O pagamento dos precatórios federais de 2026 segue um novo ritmo após a promulgação da emenda dos precatórios (EC 136/2025). Para o exercício de 2027, estão previstos R$ 44,9 bilhões destinados à quitação dessas dívidas judiciais, conforme relatório divulgado pela Secretaria de Orçamento Federal em conjunto com o Ministério do Planejamento. A estimativa é de cerca de 200 mil credores beneficiados.
Em comparação, o montante previsto para 2026 é de R$ 71,9 bilhões, o que indica uma redução relevante no volume total. Essa queda está diretamente relacionada às mudanças trazidas pela emenda 136, especialmente quanto aos prazos e aos critérios de atualização dos valores.
Nova emenda, novas regras
Entre os principais impactos da emenda dos precatórios, destaca-se a alteração no prazo de inclusão dos precatórios no orçamento.
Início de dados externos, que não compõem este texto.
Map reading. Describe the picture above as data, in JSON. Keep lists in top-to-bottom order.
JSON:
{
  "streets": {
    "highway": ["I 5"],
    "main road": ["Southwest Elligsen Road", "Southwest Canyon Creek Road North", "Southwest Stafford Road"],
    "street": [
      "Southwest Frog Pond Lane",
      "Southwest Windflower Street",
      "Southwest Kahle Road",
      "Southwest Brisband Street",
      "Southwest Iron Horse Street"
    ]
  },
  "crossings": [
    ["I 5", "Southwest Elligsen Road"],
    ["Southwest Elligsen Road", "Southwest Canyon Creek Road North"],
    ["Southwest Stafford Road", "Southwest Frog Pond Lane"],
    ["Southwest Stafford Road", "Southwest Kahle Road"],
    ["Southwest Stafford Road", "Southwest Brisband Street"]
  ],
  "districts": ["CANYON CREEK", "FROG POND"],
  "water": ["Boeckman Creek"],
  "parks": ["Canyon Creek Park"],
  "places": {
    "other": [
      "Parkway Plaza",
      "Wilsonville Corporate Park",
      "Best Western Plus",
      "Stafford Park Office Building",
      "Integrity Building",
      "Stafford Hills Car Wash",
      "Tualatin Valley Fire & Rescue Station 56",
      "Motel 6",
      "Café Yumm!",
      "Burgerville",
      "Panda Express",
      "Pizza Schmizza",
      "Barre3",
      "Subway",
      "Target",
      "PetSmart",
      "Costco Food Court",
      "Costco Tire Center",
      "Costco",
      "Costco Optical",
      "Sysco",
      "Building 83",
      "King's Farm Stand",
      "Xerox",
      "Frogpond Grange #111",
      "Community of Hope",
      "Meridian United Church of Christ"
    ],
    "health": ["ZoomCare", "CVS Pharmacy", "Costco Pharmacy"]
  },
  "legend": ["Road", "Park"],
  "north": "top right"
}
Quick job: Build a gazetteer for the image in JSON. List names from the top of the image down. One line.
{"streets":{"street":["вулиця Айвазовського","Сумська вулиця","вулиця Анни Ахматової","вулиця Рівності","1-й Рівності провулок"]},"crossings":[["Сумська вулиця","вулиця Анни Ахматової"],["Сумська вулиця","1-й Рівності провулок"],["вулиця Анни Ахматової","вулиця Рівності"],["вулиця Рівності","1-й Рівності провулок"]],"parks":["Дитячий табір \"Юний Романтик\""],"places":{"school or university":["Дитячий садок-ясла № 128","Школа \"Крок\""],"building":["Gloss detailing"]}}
A data-limite foi antecipada de abril para 1º de fevereiro, o que influencia diretamente o fluxo do pagamento dos precatórios.
Além disso, houve mudança no indexador: a correção monetária deixou de ser baseada exclusivamente na taxa Selic e passou a considerar o IPCA (Índice Nacional de Preços ao Consumidor Amplo), acrescido de juros de 2% ao ano. Essa nova sistemática pode afetar tanto o valor final recebido quanto o planejamento dos credores.
Precatórios do Fundef
Entre os principais valores a serem pagos, destacam-se os precatórios relacionados ao antigo Fundef (Fundo de Manutenção e Desenvolvimento do Ensino Fundamental e de Valorização do Magistério). Um dos maiores casos envolve um montante de aproximadamente R$ 2,5 bilhões, expedido pelo Tribunal Regional Federal da 5ª Região (TRF-5).
Apesar disso, a maior parte dos processos possui valores inferiores a R$ 1 milhão, o que demonstra a pulverização dos créditos no contexto do pagamento dos precatórios.
Liberação de valores pelo TRF-1
No fim de março, o Conselho Nacional de Justiça (CNJ) liberou cerca de R$ 17 bilhões para as dívidas judiciais do Tribunal Regional Federal da 1ª Região (TRF-1). Ao todo, 30.422 processos e mais de 52 mil titulares foram contemplados.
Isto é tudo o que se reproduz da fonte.